Process management risk—a loss in revenue resulting from inefficient internal processes, accounts for 51% of all operational risks each quarter, while fraud cases account for 25% of sector losses. There is therefore a need for a concentrated effort by all stakeholders to prevent any acts of fraud and prosecute fraudsters to the full extent of the law.
Stanbic bank pledges to continue its efforts in this fight. For instance, we are working with stakeholders to organize the first ever ‘Bank Fraud Conference’ where we will invite different experts and stakeholders from around the world to chart an effective strategy to combat fraud in the financial services sector.
But all said and done, it is important that customers remain fraud-vigilant and protect their personal and business account information jealously. For example, do not share your banking details with anyone without doing proper due diligence. In addition, if you notice any suspicious activity on your account, Stanbic bank has a toll-free hotline where you can report it.

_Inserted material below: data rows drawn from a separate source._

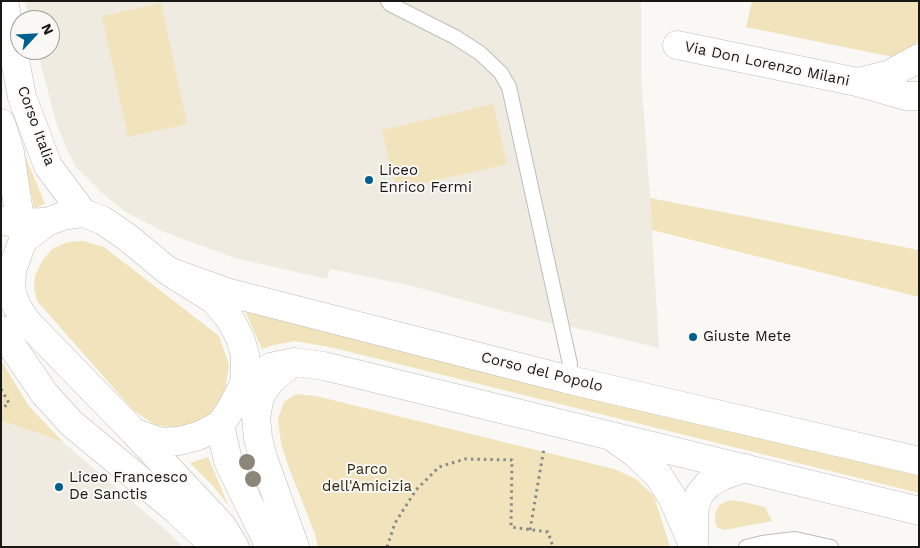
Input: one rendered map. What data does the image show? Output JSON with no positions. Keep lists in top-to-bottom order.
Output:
{
  "streets": {
    "street": ["Via Don Lorenzo Milani", "Corso Italia", "Corso del Popolo"]
  },
  "parks": ["Parco dell'Amicizia"],
  "places": ["Liceo Enrico Fermi", "Giuste Mete", "Liceo Francesco De Sanctis"],
  "north": "top right"
}
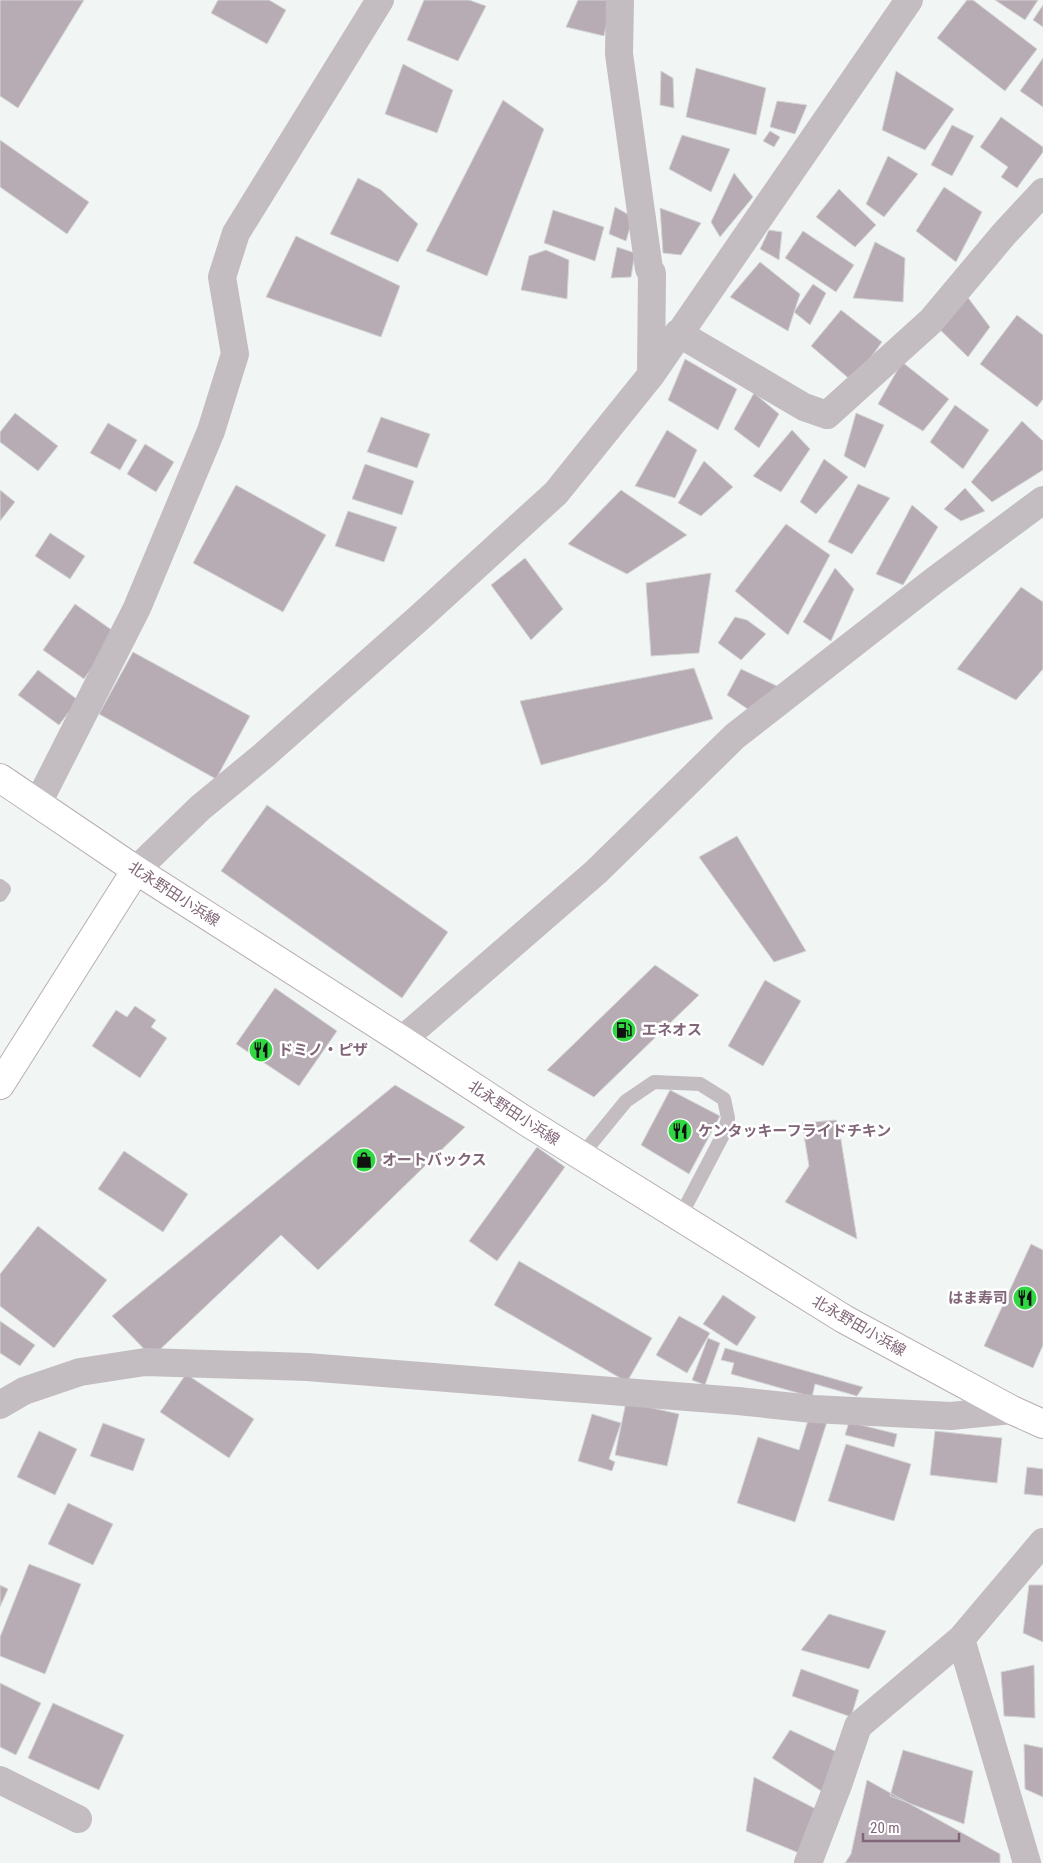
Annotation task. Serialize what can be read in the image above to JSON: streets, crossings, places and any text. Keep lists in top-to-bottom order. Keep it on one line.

What are your message to customers and other stakeholders of Stanbic bank?
Our first and most important obligation is to protect and defend the interests of Stanbic bank customers. We regret incidents in the past or future where we fell short of expectations. What we can assure our stakeholders of, however, is transparency and proactive accountability.
We thank all friends of Stanbic who have sent us messages of support, especially those recognizing our bold and proactive actions in bringing to justice elements that are attempting to mutilate the reputation of our brand—and that of the banking sector in general, with willful acts of fraud and professional misconduct.
It would also be helpful for the press to report these cases with less sensationalism and fearmongering, which are counterproductive to the fight against fraud and general misconduct.